Editorial – Banana impasse over soon?

The November 20 public hearing conducted by the House committee on ecology is perceived to have cleared some doubts about the proposed permanent ban on aerial spraying in Mindanao’s more than 60,000 hectares of export cavendish banana farms.
While the committee members did not have a 180-degree change of heart (and mind), most of them have expressed openness to a win-win solution.
Rep. Rufus Rodriguez, a ban proponent, now sees the necessity of a comprehensive study on the effects of aerial spraying on the health of the people in communities around banana plantations. The study must be expensive, but we submit it is worth it since this concerns the people’s welfare.
Much earlier, the  banana industry had proposed such an honest-to-goodness study, saying it could end the dispute once and for all.
However, the protagonists in the controversy –the non-government organizations advocating the aerial spraying ban, the Department of Health which has already sided with the advocates, the banana industry, the more neutral government agencies and other stakeholders – should not forget the plight of residents of sitio Camocaan, Hagonoy, Davao del Sur who have become some sort of collateral damage in the conflict, what with the unverified claims of DOH-commissioned researchers that they are dying of diseases due to aerial spraying.

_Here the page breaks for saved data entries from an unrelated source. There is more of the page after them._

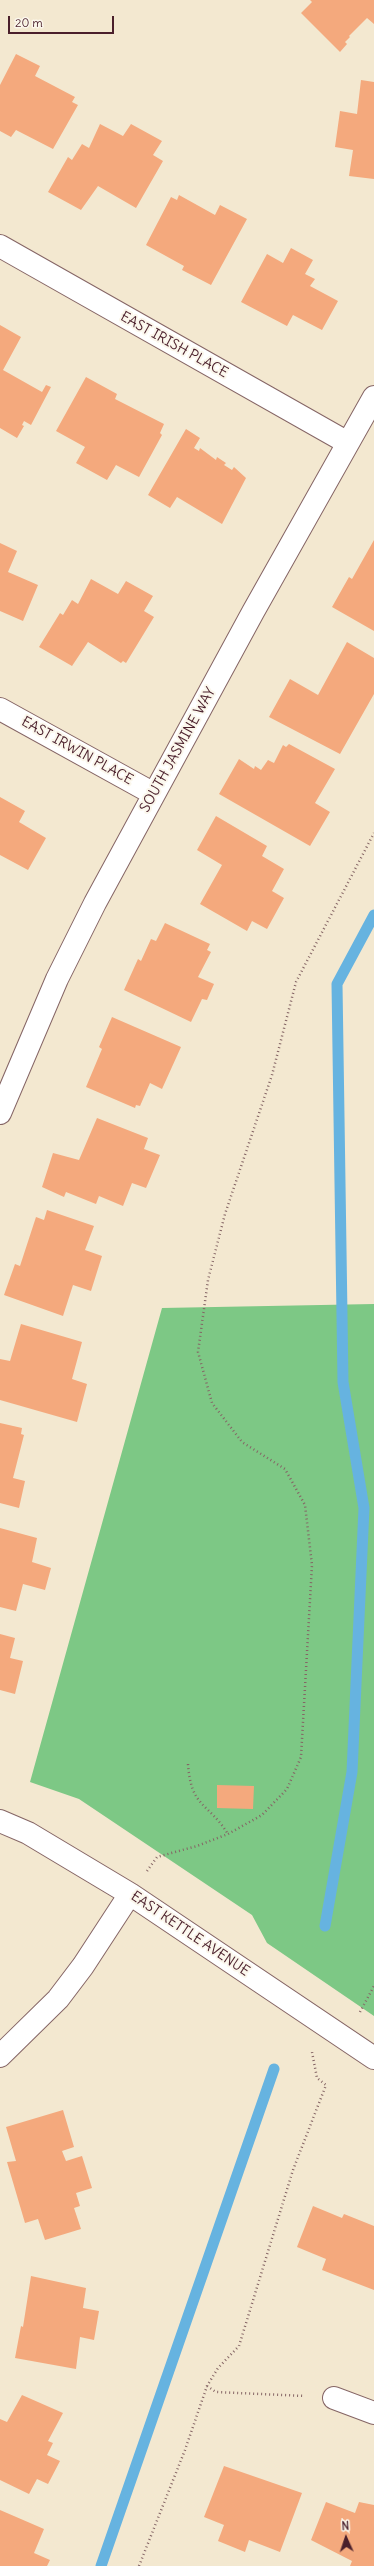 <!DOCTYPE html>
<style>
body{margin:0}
#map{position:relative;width:374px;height:2566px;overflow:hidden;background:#f3e8d0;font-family:Delius,sans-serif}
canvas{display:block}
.north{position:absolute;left:326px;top:2518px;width:40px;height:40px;-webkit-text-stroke:3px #fbf7ec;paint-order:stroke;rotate:357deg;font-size:11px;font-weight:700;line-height:16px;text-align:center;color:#4a1f2b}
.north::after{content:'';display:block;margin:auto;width:14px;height:18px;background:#4a1f2b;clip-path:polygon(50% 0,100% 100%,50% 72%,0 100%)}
.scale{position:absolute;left:8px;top:16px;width:106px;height:18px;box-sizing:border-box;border:2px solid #4a1f2b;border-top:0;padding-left:5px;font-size:12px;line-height:14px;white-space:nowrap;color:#4a1f2b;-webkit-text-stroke:3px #fbf7ec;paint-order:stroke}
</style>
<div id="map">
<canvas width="374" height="2566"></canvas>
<div class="north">N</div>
<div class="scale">20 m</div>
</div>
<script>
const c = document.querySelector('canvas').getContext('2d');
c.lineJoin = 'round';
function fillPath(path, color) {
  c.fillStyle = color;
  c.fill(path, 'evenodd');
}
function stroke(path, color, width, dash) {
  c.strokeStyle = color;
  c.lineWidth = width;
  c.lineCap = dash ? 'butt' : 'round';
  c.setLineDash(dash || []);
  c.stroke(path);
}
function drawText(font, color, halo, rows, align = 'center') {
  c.font = font + ' Delius,sans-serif';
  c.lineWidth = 4;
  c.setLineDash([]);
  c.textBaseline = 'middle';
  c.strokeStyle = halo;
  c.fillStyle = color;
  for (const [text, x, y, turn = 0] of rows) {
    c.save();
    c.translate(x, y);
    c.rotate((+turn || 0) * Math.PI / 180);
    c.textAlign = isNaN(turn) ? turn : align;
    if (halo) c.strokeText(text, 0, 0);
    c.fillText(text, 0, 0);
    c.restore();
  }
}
fillPath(new Path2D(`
 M374 1304V2016L267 1943 252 1915 79 1799 30 1782 162 1308Z`), '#7dc885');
stroke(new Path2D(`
 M325 1926 352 1772 364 1508 343 1382 337 984 374 915
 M101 2566 274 2069`), '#66b3e0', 11);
fillPath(new Path2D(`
 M310 0H374V24L367 18 349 36 350 37 345 42 347 44 340 52 301 13 312 2Z
 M16 54 40 66 35 76 75 97 72 102 78 105 53 149 16 130 11 137 0 131V85Z
 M361 80 374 82V179L349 176 353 150 335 147 340 111 357 114Z
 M100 124 123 136 131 124 162 141 153 155 163 161 136 208 98 186 81 210 48 192 68 157 72 160 82 144 89 148Z
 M179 195 215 215 220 205 247 219 211 285 182 270 184 266 146 245 171 197 177 200Z
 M291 248 313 260 305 274 315 279 310 286 338 301 322 330 293 315 287 326 241 302 267 254 283 263Z
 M0 325 21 337 3 370 42 392 46 385 51 387 31 425 24 421 22 425 24 426 17 438 0 428Z
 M86 377 117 394 115 399 164 424 160 433 162 435 139 477 116 465 107 480 76 463 85 447 56 431Z
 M186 429 200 438 194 448 199 451 200 448 216 460 217 457 226 463 224 465 232 470 234 467 246 478 222 524 177 497 170 508 148 495Z
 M374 540V631L332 607 349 577 352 579Z
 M0 543 17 551 8 572 38 585 23 621 0 611Z
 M91 579 118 594 126 581 153 596 144 611 154 617 126 663 123 661 121 663 88 642 72 666 39 647 60 613 63 615 72 600 78 604Z
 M347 642 374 658V694L340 754 269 717 290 679 318 695Z
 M289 744 335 769 315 803 330 812 310 846 219 794 239 759 254 769 255 766 261 770 268 760 274 763 283 745 286 747Z
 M0 797 25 811 19 822 46 838 28 870 0 855Z
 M216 816 267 846 262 856 284 869 272 891 284 898 267 929 252 921 247 931 200 904 222 865 197 850Z
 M165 923 210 944 207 950 211 952 198 977 214 984 207 1000 202 999 191 1022 124 990 138 959 141 961 151 939 156 941Z
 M112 1017 181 1047 162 1089 150 1083 140 1106 136 1105 135 1108 86 1087 102 1049 99 1047Z
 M97 1118 148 1138 144 1149 160 1155 146 1188 132 1183 123 1206 99 1196 96 1204 66 1192 64 1197 42 1187 53 1153 79 1160Z
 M47 1210 94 1226 85 1250 102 1256 91 1291 73 1285 63 1316 4 1295 15 1264 20 1266 36 1217 44 1220Z
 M21 1324 82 1342 72 1379 87 1384 77 1422 0 1400V1359L10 1361Z
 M0 1423 22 1428 21 1434 24 1435 13 1478 25 1481 19 1508 0 1503Z
 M0 1528 37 1538 32 1562 51 1568 45 1590 23 1584 16 1611 0 1607Z
 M0 1634 15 1638 10 1658 23 1661 15 1694 0 1690Z
 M217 1785 254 1786 253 1809 217 1808Z
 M63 2110 74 2147 62 2151 66 2161 82 2156 92 2188 76 2193 80 2206 74 2208 81 2229 45 2240 38 2219 25 2223 7 2162 16 2161 6 2127Z
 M313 2206 342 2218 344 2214 374 2226V2290L322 2270 326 2259 297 2247Z
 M31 2276 86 2288 83 2308 99 2311 94 2340 80 2337 76 2369 15 2358 21 2326 23 2327Z
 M22 2395 63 2413 48 2441 53 2443 47 2455 60 2461 48 2484 37 2479 29 2494 0 2480V2419L7 2422Z
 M224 2466 302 2493 280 2552 249 2540 245 2552 218 2541 224 2525 204 2517Z
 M326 2502 355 2513 359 2502 374 2505V2566H350L352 2561 311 2540Z
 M0 2510 44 2529 34 2553 50 2560 47 2566H0Z`), '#f4a97d');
const minor = new Path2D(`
 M0 246 348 443
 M0 709 154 794
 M0 1113 57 979 95 903 253 612 374 397
 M0 1821 28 1833 130 1894 374 2058
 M0 2056 58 1999 83 1966 130 1894
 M334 2398 374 2413`);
stroke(minor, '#856565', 24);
stroke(new Path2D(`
 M188 1764C191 1808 208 1802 228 1834
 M147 1871 157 1857 197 1846 228 1834 262 1815 287 1789 301 1757 312 1565 305 1505 285 1469 242 1442 212 1403 198 1352 208 1280 225 1214 272 1075 296 982 374 833
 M360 2012 374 1986
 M207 2386 216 2392 305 2396
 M139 2566 185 2450 207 2386 218 2368 239 2346 293 2170 326 2085 317 2078 312 2052`), '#856565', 2.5, [1, 3]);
stroke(minor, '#fff', 22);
drawText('14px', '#4a1f2b', '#fbf7ec', [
 ["EAST IRISH PLACE",174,345,29],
 ["SOUTH JASMINE WAY",178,750,-61],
 ["EAST IRWIN PLACE",77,751,29],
 ["EAST KETTLE AVENUE",190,1934,34]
]);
</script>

Congress should compel the DOH researchers headed by Dr. Allan Dionisio to submit the names of those they alleged to be sick so that medical assistance can be immediately extended to them. Despite, an earlier published promise, Dionisio continues to refuse to submit the list, if there is really one.
Cecilia Moran and  Lizel Bacalso, the so-called “crying ladies” and their children should likewise be examined so that their alleged affliction if any may be properly addressed.
Meanwhile, it would do well for Robert Reyes, the running priest, and the handful of  students who figured in a scuffle with the police at the gates of Malacanang Palace last Thursday to hold their horses while Congress is sorting out the problem, which is also  pending before the Supreme Court.
Reyes, being the oldest and presumed to be the wisest, should advice his wards to calm down and wait for the democratic processes to take their course. In the interregnum, Reyes and his comrades can run to Mindanao and get at the truth of aerial spraying.